## Work to complete
Exactly as given, repeat all of the entries.
─── Record set ───
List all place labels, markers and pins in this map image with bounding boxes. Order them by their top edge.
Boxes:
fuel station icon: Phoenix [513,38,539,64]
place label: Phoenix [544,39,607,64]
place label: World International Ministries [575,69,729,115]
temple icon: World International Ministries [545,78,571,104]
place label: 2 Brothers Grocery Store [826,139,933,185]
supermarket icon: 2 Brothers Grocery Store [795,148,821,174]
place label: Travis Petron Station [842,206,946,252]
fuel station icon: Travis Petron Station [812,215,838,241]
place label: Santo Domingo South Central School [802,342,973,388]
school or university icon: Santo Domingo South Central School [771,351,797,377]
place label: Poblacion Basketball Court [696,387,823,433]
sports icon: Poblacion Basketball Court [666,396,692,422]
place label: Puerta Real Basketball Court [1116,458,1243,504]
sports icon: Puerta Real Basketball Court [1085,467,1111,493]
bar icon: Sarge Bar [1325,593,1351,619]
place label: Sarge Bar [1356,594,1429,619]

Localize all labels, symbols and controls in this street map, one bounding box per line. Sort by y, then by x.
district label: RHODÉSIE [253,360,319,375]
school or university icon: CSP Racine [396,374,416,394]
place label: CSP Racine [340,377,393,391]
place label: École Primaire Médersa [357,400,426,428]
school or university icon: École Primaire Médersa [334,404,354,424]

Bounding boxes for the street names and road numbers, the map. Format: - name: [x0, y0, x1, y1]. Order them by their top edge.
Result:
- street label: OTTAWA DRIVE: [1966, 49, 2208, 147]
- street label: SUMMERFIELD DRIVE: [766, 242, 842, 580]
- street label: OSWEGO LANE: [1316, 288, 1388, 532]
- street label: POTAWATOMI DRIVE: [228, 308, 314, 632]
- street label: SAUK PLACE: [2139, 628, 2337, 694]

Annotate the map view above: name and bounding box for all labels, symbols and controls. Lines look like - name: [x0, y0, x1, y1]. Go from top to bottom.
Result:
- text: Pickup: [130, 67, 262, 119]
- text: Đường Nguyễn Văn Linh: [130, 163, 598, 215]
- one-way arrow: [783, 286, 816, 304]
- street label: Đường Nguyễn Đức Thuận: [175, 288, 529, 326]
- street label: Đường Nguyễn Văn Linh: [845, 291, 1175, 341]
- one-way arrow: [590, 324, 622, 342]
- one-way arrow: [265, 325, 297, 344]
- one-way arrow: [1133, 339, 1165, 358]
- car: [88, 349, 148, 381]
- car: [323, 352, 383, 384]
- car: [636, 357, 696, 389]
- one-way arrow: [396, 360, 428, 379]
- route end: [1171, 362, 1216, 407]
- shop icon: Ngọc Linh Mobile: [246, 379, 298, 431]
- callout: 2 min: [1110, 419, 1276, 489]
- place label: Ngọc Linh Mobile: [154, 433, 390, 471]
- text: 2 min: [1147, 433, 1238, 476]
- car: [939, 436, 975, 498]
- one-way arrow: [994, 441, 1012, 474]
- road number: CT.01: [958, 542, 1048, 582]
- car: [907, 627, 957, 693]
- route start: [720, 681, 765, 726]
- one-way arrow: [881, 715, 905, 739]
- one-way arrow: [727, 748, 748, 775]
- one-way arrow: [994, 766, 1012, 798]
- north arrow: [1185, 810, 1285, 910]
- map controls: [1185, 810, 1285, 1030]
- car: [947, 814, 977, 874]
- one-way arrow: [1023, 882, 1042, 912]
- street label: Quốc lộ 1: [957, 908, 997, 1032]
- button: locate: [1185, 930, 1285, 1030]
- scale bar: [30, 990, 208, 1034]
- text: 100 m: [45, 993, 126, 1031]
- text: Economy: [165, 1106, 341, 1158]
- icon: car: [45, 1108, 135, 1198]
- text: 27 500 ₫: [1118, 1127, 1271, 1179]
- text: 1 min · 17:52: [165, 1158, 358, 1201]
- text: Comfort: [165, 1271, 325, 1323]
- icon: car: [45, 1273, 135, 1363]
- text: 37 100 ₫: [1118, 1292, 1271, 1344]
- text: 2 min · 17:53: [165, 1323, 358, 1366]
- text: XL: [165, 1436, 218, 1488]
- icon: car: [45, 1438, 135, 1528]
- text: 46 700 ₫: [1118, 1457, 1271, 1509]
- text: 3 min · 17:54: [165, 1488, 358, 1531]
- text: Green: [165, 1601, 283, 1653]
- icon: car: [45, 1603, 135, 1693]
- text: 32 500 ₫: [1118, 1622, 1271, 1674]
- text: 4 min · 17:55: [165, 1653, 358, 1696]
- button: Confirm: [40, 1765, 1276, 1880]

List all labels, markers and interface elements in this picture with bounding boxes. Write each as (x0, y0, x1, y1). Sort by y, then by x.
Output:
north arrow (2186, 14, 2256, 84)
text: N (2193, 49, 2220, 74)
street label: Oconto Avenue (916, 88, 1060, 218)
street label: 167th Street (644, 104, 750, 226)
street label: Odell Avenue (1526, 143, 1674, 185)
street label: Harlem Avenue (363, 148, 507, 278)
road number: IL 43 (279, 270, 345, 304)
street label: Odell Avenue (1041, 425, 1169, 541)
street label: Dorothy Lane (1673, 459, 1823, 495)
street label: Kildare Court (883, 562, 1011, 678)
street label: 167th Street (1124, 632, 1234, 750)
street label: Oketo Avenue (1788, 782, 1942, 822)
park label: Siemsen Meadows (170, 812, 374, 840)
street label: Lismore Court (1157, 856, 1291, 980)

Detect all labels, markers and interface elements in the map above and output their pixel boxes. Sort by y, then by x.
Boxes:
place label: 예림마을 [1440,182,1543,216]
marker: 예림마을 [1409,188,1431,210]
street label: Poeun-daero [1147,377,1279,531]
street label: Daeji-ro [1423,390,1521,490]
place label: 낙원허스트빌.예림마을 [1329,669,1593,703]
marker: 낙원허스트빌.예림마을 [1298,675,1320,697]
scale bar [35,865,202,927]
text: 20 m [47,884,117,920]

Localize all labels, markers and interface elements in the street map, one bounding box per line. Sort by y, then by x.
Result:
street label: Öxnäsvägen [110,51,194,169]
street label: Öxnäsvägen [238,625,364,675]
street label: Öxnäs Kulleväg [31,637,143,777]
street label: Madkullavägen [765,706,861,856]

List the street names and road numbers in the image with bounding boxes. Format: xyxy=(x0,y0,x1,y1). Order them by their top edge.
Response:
───
## Expected answer
List all place labels, markers and pins in this map image with bounding boxes. Order them by their top edge.
Boxes:
fuel station icon: Phoenix [513,38,539,64]
place label: Phoenix [544,39,607,64]
place label: World International Ministries [575,69,729,115]
temple icon: World International Ministries [545,78,571,104]
place label: 2 Brothers Grocery Store [826,139,933,185]
supermarket icon: 2 Brothers Grocery Store [795,148,821,174]
place label: Travis Petron Station [842,206,946,252]
fuel station icon: Travis Petron Station [812,215,838,241]
place label: Santo Domingo South Central School [802,342,973,388]
school or university icon: Santo Domingo South Central School [771,351,797,377]
place label: Poblacion Basketball Court [696,387,823,433]
sports icon: Poblacion Basketball Court [666,396,692,422]
place label: Puerta Real Basketball Court [1116,458,1243,504]
sports icon: Puerta Real Basketball Court [1085,467,1111,493]
bar icon: Sarge Bar [1325,593,1351,619]
place label: Sarge Bar [1356,594,1429,619]

Localize all labels, symbols and controls in this street map, one bounding box per line. Sort by y, then by x.
district label: RHODÉSIE [253,360,319,375]
school or university icon: CSP Racine [396,374,416,394]
place label: CSP Racine [340,377,393,391]
place label: École Primaire Médersa [357,400,426,428]
school or university icon: École Primaire Médersa [334,404,354,424]

Bounding boxes for the street names and road numbers, the map. Format: - name: [x0, y0, x1, y1]. Order them by their top edge.
Result:
- street label: OTTAWA DRIVE: [1966, 49, 2208, 147]
- street label: SUMMERFIELD DRIVE: [766, 242, 842, 580]
- street label: OSWEGO LANE: [1316, 288, 1388, 532]
- street label: POTAWATOMI DRIVE: [228, 308, 314, 632]
- street label: SAUK PLACE: [2139, 628, 2337, 694]

Annotate the map view above: name and bounding box for all labels, symbols and controls. Lines look like - name: [x0, y0, x1, y1]. Go from top to bottom.
Result:
- text: Pickup: [130, 67, 262, 119]
- text: Đường Nguyễn Văn Linh: [130, 163, 598, 215]
- one-way arrow: [783, 286, 816, 304]
- street label: Đường Nguyễn Đức Thuận: [175, 288, 529, 326]
- street label: Đường Nguyễn Văn Linh: [845, 291, 1175, 341]
- one-way arrow: [590, 324, 622, 342]
- one-way arrow: [265, 325, 297, 344]
- one-way arrow: [1133, 339, 1165, 358]
- car: [88, 349, 148, 381]
- car: [323, 352, 383, 384]
- car: [636, 357, 696, 389]
- one-way arrow: [396, 360, 428, 379]
- route end: [1171, 362, 1216, 407]
- shop icon: Ngọc Linh Mobile: [246, 379, 298, 431]
- callout: 2 min: [1110, 419, 1276, 489]
- place label: Ngọc Linh Mobile: [154, 433, 390, 471]
- text: 2 min: [1147, 433, 1238, 476]
- car: [939, 436, 975, 498]
- one-way arrow: [994, 441, 1012, 474]
- road number: CT.01: [958, 542, 1048, 582]
- car: [907, 627, 957, 693]
- route start: [720, 681, 765, 726]
- one-way arrow: [881, 715, 905, 739]
- one-way arrow: [727, 748, 748, 775]
- one-way arrow: [994, 766, 1012, 798]
- north arrow: [1185, 810, 1285, 910]
- map controls: [1185, 810, 1285, 1030]
- car: [947, 814, 977, 874]
- one-way arrow: [1023, 882, 1042, 912]
- street label: Quốc lộ 1: [957, 908, 997, 1032]
- button: locate: [1185, 930, 1285, 1030]
- scale bar: [30, 990, 208, 1034]
- text: 100 m: [45, 993, 126, 1031]
- text: Economy: [165, 1106, 341, 1158]
- icon: car: [45, 1108, 135, 1198]
- text: 27 500 ₫: [1118, 1127, 1271, 1179]
- text: 1 min · 17:52: [165, 1158, 358, 1201]
- text: Comfort: [165, 1271, 325, 1323]
- icon: car: [45, 1273, 135, 1363]
- text: 37 100 ₫: [1118, 1292, 1271, 1344]
- text: 2 min · 17:53: [165, 1323, 358, 1366]
- text: XL: [165, 1436, 218, 1488]
- icon: car: [45, 1438, 135, 1528]
- text: 46 700 ₫: [1118, 1457, 1271, 1509]
- text: 3 min · 17:54: [165, 1488, 358, 1531]
- text: Green: [165, 1601, 283, 1653]
- icon: car: [45, 1603, 135, 1693]
- text: 32 500 ₫: [1118, 1622, 1271, 1674]
- text: 4 min · 17:55: [165, 1653, 358, 1696]
- button: Confirm: [40, 1765, 1276, 1880]

List all labels, markers and interface elements in this picture with bounding boxes. Write each as (x0, y0, x1, y1). Sort by y, then by x.
Output:
north arrow (2186, 14, 2256, 84)
text: N (2193, 49, 2220, 74)
street label: Oconto Avenue (916, 88, 1060, 218)
street label: 167th Street (644, 104, 750, 226)
street label: Odell Avenue (1526, 143, 1674, 185)
street label: Harlem Avenue (363, 148, 507, 278)
road number: IL 43 (279, 270, 345, 304)
street label: Odell Avenue (1041, 425, 1169, 541)
street label: Dorothy Lane (1673, 459, 1823, 495)
street label: Kildare Court (883, 562, 1011, 678)
street label: 167th Street (1124, 632, 1234, 750)
street label: Oketo Avenue (1788, 782, 1942, 822)
park label: Siemsen Meadows (170, 812, 374, 840)
street label: Lismore Court (1157, 856, 1291, 980)

Detect all labels, markers and interface elements in the map above and output their pixel boxes. Sort by y, then by x.
Boxes:
place label: 예림마을 [1440,182,1543,216]
marker: 예림마을 [1409,188,1431,210]
street label: Poeun-daero [1147,377,1279,531]
street label: Daeji-ro [1423,390,1521,490]
place label: 낙원허스트빌.예림마을 [1329,669,1593,703]
marker: 낙원허스트빌.예림마을 [1298,675,1320,697]
scale bar [35,865,202,927]
text: 20 m [47,884,117,920]

Localize all labels, markers and interface elements in the street map, one bounding box per line. Sort by y, then by x.
Result:
street label: Öxnäsvägen [110,51,194,169]
street label: Öxnäsvägen [238,625,364,675]
street label: Öxnäs Kulleväg [31,637,143,777]
street label: Madkullavägen [765,706,861,856]

List the street names and road numbers in the image with bounding boxes. Format: xyxy=(x0,y0,x1,y1). Order them by their top edge.
Response:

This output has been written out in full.